Business asset disposal relief
Business asset disposal relief (formerly known as entrepreneurs relief) is a special reduction in CGT available to share investors in particular circumstances. If you qualify for this relief, you will pay only 10% in capital gains tax instead of 20% or 28%.
The rules for this relief are detailed, you can read them here. In summary; it is available if you:
Owned more than 5% of the companies shares for at least two years before you sold the shares
Worked for the company as an employee or director.
This relief is designed to apply to entrepreneurs who owned staked in their own personal business or even some angel investors who take a seat on the board of directors and actively work with a company to help it grow.
Other schemes are available for private investors who make equity investments into unlisted businesses.

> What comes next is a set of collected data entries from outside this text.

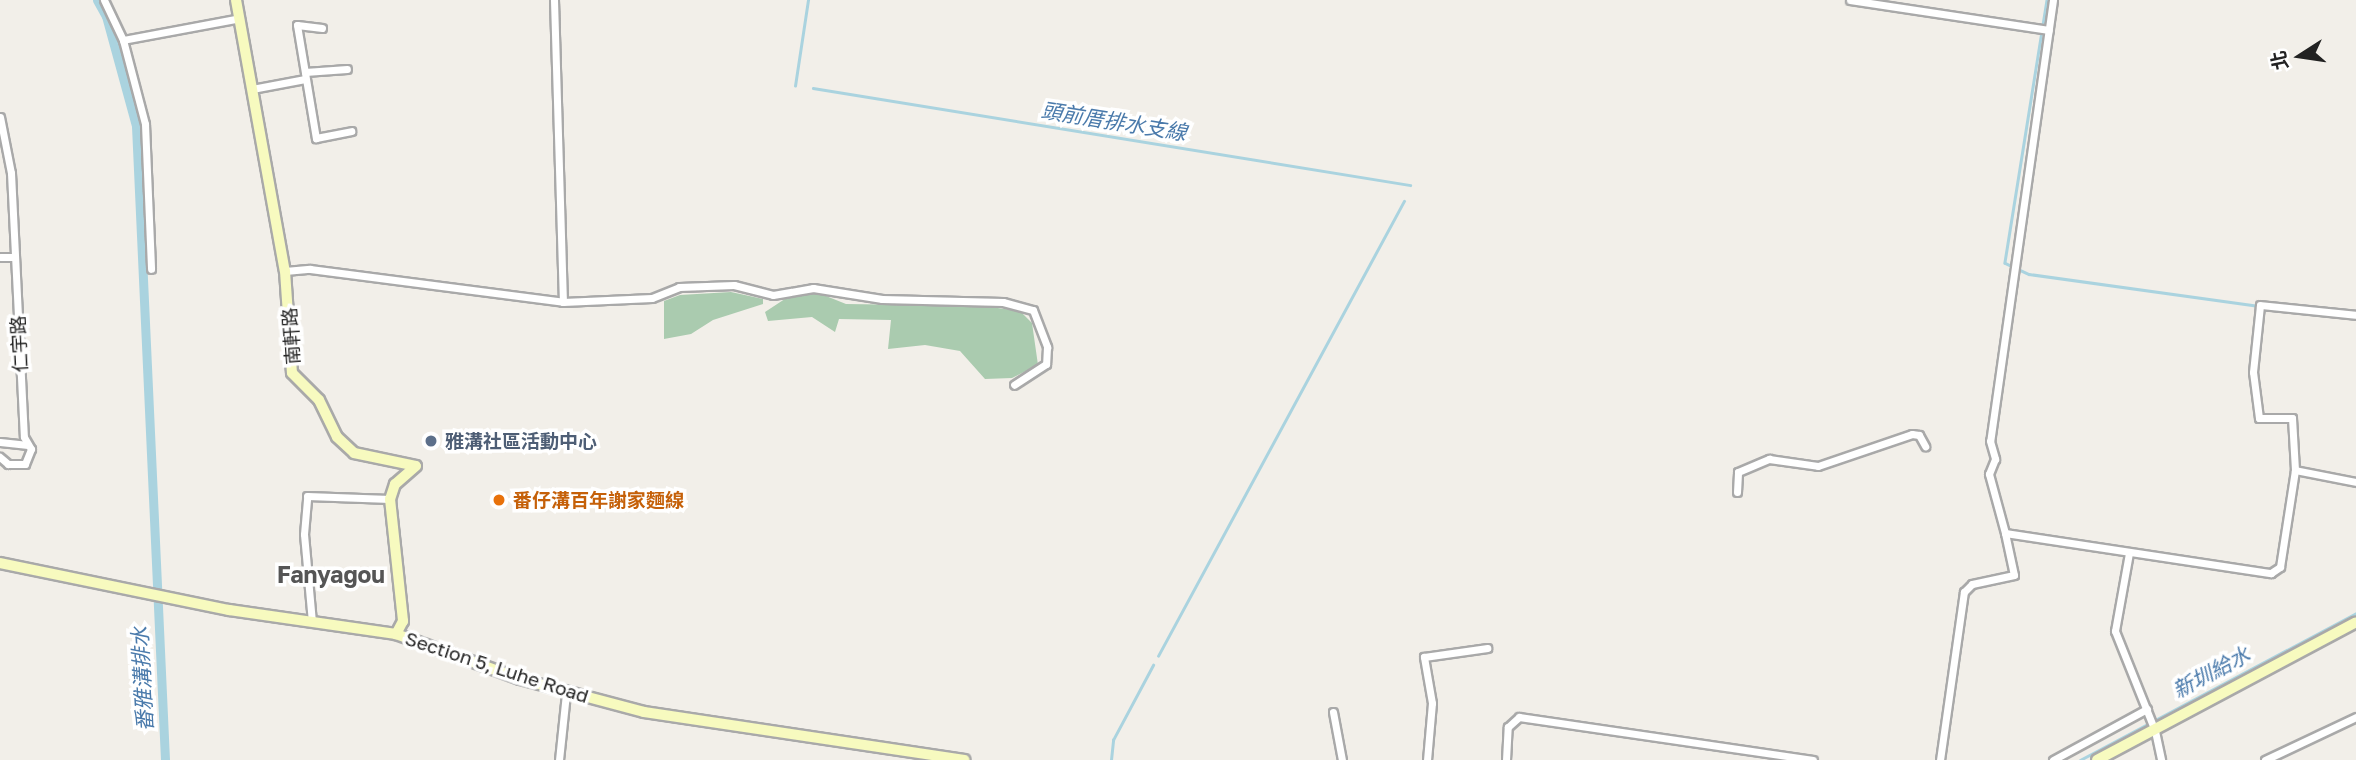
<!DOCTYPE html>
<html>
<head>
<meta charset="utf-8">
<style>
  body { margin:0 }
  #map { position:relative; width:2356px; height:760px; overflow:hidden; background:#f2efe9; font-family:"Golos Text","Noto Sans TC",sans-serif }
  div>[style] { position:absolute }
  .cemetery>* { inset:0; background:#aacbaf }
  .stream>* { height:2.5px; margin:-1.25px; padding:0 1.25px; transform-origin:1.25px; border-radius:1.25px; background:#aad3df }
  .canal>* { height:9px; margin:-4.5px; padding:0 4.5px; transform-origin:4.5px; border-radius:4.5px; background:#aad3df }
  .roads { filter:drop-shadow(2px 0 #a9a9a9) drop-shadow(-2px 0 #a9a9a9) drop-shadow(0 2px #a9a9a9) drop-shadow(0 -2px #a9a9a9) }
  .street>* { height:7px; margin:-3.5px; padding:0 3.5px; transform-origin:3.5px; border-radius:3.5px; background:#fff }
  .secondary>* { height:10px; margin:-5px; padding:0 5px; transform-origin:5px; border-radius:5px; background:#f7fabf }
  .dots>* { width:19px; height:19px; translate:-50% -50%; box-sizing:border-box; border:4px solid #fff; border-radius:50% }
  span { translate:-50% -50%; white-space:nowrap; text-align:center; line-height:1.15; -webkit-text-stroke:7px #fff; paint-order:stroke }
  .street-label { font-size:19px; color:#222 }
  .service-label { font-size:19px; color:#4e5e75; font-weight:700 }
  .left { translate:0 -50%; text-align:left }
  .food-label { font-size:19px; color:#c56008; font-weight:700 }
  .water-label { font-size:21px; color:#4a7aab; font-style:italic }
  .quarter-label { font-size:23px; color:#555; font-weight:700 }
  .north { position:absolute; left:2265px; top:21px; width:70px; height:70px; -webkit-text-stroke:5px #fff; paint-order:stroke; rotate:258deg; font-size:19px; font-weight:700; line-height:28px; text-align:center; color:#222 }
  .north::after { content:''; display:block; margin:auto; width:24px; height:32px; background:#222; clip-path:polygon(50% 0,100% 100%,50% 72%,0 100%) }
</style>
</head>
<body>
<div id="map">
  <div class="cemetery">
    <div style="clip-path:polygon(731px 292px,763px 299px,763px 304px,713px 320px,691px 334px,664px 339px,664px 301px,680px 295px)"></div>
    <div style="clip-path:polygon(794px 293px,821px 294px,846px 304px,983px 306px,1020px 311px,1032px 323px,1038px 365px,1012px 378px,985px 379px,960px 351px,925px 345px,888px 349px,891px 320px,839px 319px,835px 332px,812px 317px,768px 321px,765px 312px)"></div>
  </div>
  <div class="stream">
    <div style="left:2047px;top:0;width:266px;rotate:99.1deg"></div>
    <div style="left:2005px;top:263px;width:26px;rotate:25deg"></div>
    <div style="left:2029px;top:274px;width:232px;rotate:7.9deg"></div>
    <div style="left:795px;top:86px;width:87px;rotate:-81.4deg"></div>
    <div style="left:813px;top:88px;width:605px;rotate:9.23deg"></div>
    <div style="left:1158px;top:656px;width:517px;rotate:-61.6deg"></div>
    <div style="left:1111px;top:760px;width:20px;rotate:-84deg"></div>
    <div style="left:1113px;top:740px;width:85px;rotate:-61.9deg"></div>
    <div style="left:2080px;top:760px;width:313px;rotate:-28deg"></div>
  </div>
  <div class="canal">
    <div style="left:97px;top:0;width:18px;rotate:61deg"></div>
    <div style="left:106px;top:16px;width:114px;rotate:74.7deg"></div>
    <div style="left:136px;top:126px;width:635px;rotate:87.38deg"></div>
  </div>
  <div class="roads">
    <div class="street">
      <div style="left:104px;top:0;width:44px;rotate:64.6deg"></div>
      <div style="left:123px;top:40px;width:87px;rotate:75.3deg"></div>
      <div style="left:145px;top:124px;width:145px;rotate:87.6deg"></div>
      <div style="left:554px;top:0;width:302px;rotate:88.3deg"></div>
      <div style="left:1850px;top:0;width:201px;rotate:8.6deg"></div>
      <div style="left:2053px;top:0;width:445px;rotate:98.1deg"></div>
      <div style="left:1990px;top:441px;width:19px;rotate:74deg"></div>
      <div style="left:1995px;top:459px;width:16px;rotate:112deg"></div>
      <div style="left:1989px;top:474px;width:61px;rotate:74.8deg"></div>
      <div style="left:2005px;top:533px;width:269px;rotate:8.6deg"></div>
      <div style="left:2271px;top:573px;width:11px;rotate:-34deg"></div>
      <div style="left:2280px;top:567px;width:98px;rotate:-81.2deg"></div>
      <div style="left:2295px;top:470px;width:52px;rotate:-93.3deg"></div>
      <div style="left:2292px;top:418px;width:33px;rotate:180deg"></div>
      <div style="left:2259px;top:418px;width:46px;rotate:-97.4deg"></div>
      <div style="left:2253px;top:372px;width:67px;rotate:-84deg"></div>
      <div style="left:2260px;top:305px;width:97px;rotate:5.9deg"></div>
      <div style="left:322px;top:28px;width:25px;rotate:-173deg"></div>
      <div style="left:297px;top:25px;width:115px;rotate:80.5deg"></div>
      <div style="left:316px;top:138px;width:36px;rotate:-11deg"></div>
      <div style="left:123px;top:40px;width:119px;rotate:-10.6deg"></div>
      <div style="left:305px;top:72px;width:42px;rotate:-4.1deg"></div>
      <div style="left:252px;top:89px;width:54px;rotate:-10.7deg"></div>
      <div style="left:0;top:117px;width:57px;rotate:78.9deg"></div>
      <div style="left:11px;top:173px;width:264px;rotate:87.2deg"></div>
      <div style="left:24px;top:437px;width:14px;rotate:60deg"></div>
      <div style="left:31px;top:449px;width:16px;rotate:112deg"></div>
      <div style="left:25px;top:464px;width:17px;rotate:180deg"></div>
      <div style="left:8px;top:464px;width:11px;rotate:-139deg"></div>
      <div style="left:0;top:257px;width:15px"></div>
      <div style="left:285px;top:271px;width:25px;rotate:-5deg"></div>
      <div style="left:310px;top:269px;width:255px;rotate:7.4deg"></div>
      <div style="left:563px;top:302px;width:89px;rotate:-2.6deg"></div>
      <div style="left:652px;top:298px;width:29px;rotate:-22deg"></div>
      <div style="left:679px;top:287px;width:55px;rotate:-2.1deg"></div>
      <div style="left:734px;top:285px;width:40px;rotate:14.4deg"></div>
      <div style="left:773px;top:295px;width:41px;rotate:-9.9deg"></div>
      <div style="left:813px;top:288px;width:70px;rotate:9.1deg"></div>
      <div style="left:882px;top:299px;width:121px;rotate:1.4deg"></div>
      <div style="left:1003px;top:302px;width:31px;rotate:15deg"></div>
      <div style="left:1033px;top:310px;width:40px;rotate:69deg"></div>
      <div style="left:1047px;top:347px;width:17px;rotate:93deg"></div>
      <div style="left:1046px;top:364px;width:38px;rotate:147deg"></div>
      <div style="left:0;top:442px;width:28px;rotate:6deg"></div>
      <div style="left:2295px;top:470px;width:62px;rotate:11.1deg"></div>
      <div style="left:1737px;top:492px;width:20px;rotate:-87deg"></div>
      <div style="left:1738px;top:472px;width:34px;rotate:-23deg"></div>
      <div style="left:1769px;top:459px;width:49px;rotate:8.1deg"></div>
      <div style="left:1818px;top:466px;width:99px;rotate:-18.8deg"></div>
      <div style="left:1912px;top:434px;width:7px;rotate:8deg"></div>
      <div style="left:1919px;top:435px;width:13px;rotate:61deg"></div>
      <div style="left:2129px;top:553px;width:79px;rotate:100.2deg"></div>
      <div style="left:2115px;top:631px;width:108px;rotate:68.2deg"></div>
      <div style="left:2155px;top:731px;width:30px;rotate:78deg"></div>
      <div style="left:312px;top:622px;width:88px;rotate:-95.2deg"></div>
      <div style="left:304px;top:534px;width:38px;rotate:-85deg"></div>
      <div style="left:307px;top:496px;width:83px;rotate:2.1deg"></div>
      <div style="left:1333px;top:712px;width:49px;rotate:79.4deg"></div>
      <div style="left:559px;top:760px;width:67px;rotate:-84deg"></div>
      <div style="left:1427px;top:760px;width:57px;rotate:-85deg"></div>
      <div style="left:1432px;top:703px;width:47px;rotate:-99.9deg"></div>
      <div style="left:1424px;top:657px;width:64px;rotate:-8.1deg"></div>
      <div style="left:1506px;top:760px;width:33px;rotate:-87deg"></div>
      <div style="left:1508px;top:727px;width:15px;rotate:-42deg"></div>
      <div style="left:1519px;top:717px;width:297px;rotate:8.3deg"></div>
      <div style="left:1940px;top:760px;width:170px;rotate:-81.9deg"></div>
      <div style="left:1964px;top:592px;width:11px;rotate:-45deg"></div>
      <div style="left:1972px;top:584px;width:43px;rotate:-12.1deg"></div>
      <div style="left:2014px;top:575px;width:43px;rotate:-102.1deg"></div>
      <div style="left:2053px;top:760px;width:107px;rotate:-28.5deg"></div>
      <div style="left:2265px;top:760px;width:101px;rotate:-25.3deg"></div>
    </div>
    <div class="secondary">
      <div style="left:236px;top:0;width:275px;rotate:79.8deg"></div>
      <div style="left:285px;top:271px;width:102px;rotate:86.1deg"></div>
      <div style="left:292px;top:373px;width:38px;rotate:45deg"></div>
      <div style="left:319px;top:400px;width:41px;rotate:64.1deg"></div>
      <div style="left:337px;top:437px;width:23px;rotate:43deg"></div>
      <div style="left:354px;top:453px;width:63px;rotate:11.8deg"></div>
      <div style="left:416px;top:466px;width:28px;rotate:139deg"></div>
      <div style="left:395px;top:484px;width:16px;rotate:108deg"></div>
      <div style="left:390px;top:499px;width:123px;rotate:83.9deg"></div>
      <div style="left:403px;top:621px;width:15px;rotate:118deg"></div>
      <div style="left:0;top:563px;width:234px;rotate:11.6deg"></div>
      <div style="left:229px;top:610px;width:169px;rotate:8.2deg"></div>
      <div style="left:396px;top:634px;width:132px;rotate:19.9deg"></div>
      <div style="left:520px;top:679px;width:128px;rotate:14.9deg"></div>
      <div style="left:644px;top:712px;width:324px;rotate:8.5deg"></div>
      <div style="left:2097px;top:760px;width:293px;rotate:-28deg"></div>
    </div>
  </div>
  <div class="dots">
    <div style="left:431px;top:441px;background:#5c6f8a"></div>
    <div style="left:499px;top:500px;background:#e8710a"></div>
  </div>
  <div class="street-label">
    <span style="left:291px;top:336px;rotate:-94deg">南軒路</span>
    <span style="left:19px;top:344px;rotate:-93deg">仁宇路</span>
    <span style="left:497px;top:667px;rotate:18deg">Section 5, Luhe Road</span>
  </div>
  <div class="service-label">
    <span class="left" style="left:445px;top:441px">雅溝社區活動中心</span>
  </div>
  <div class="food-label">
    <span class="left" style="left:513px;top:500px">番仔溝百年謝家麵線</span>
  </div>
  <div class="water-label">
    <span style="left:1114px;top:121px;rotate:9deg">頭前厝排水支線</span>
    <span style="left:2211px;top:672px;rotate:-28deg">新圳給水</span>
    <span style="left:142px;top:679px;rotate:-93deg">番雅溝排水</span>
  </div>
  <div class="quarter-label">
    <span style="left:331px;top:574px">Fanyagou</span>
  </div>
  <div class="north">北</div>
</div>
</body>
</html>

These are known as Enterprise Investment Schemes (EIS) and Venture Capital Trusts. You can read more about these in the linked articles or check out the best venture capital books.
How are the investments themselves taxed?
It is worthwhile appreciating that an investor isn’t only affected by tax collected by HMRC on dividends, gains and other income. Investors also pay tax indirectly on their investments, within the companies or funds they invest in.
Companies in the UK pay corporation tax of 19% on trading profits before they can be distributed as dividends (check the latest rate here). Companies that primarily act as investment funds, such as investment trusts, exchange traded funds and real estate investment trusts can qualify for a beneficial tax regime that reduces the amount of tax suffered within the fund. This can make these specialist investments a more tax-efficient way to hold investments and property.
Creating a tax shield – the stocks & shares ISA
To avoid investment tax with ease and simplify your tax return, you should consider opening a stocks and shares ISA.
A stocks and shares ISA is a type of UK stockbroker account that allows you to hold shares, funds, bonds and cash.
You do not need to declare, or pay tax on any dividend income, interest income or capital gains arising from investments held in a stocks & shares ISA. It’s that simple.
There are countless ISA providers in the UK. The full list of stocks & shares ISA providers is staggering. To help you find a good account, we’ve shortlisted the best stocks and shares ISAs on our page: the best stocks & shares ISAs.
The only catch is that the amount of money you can subscribe to any type of ISA is capped each year at £20,000 (check latest limit here). It goes without saying that you should consider utilising this allowance each year before making investments in generic investing apps or investing platforms because it’s a no-brainer to pick an account that will exempt your investments from tax.
How are investments taxed? Conclusion
I hope you’ve enjoyed this article explaining how investments are taxed. All successful investors have a sound grasp on how investments are taxed, and they try to minimise the amount of tax they need to pay. However, tax is never the primary factor a sophisticated investor would use to decide what to invest in. Tax is only a percentage of income or profit. Basic economics books and business books would expect more effort to be put into finding great investments which produce high levels of income and profit in the first place.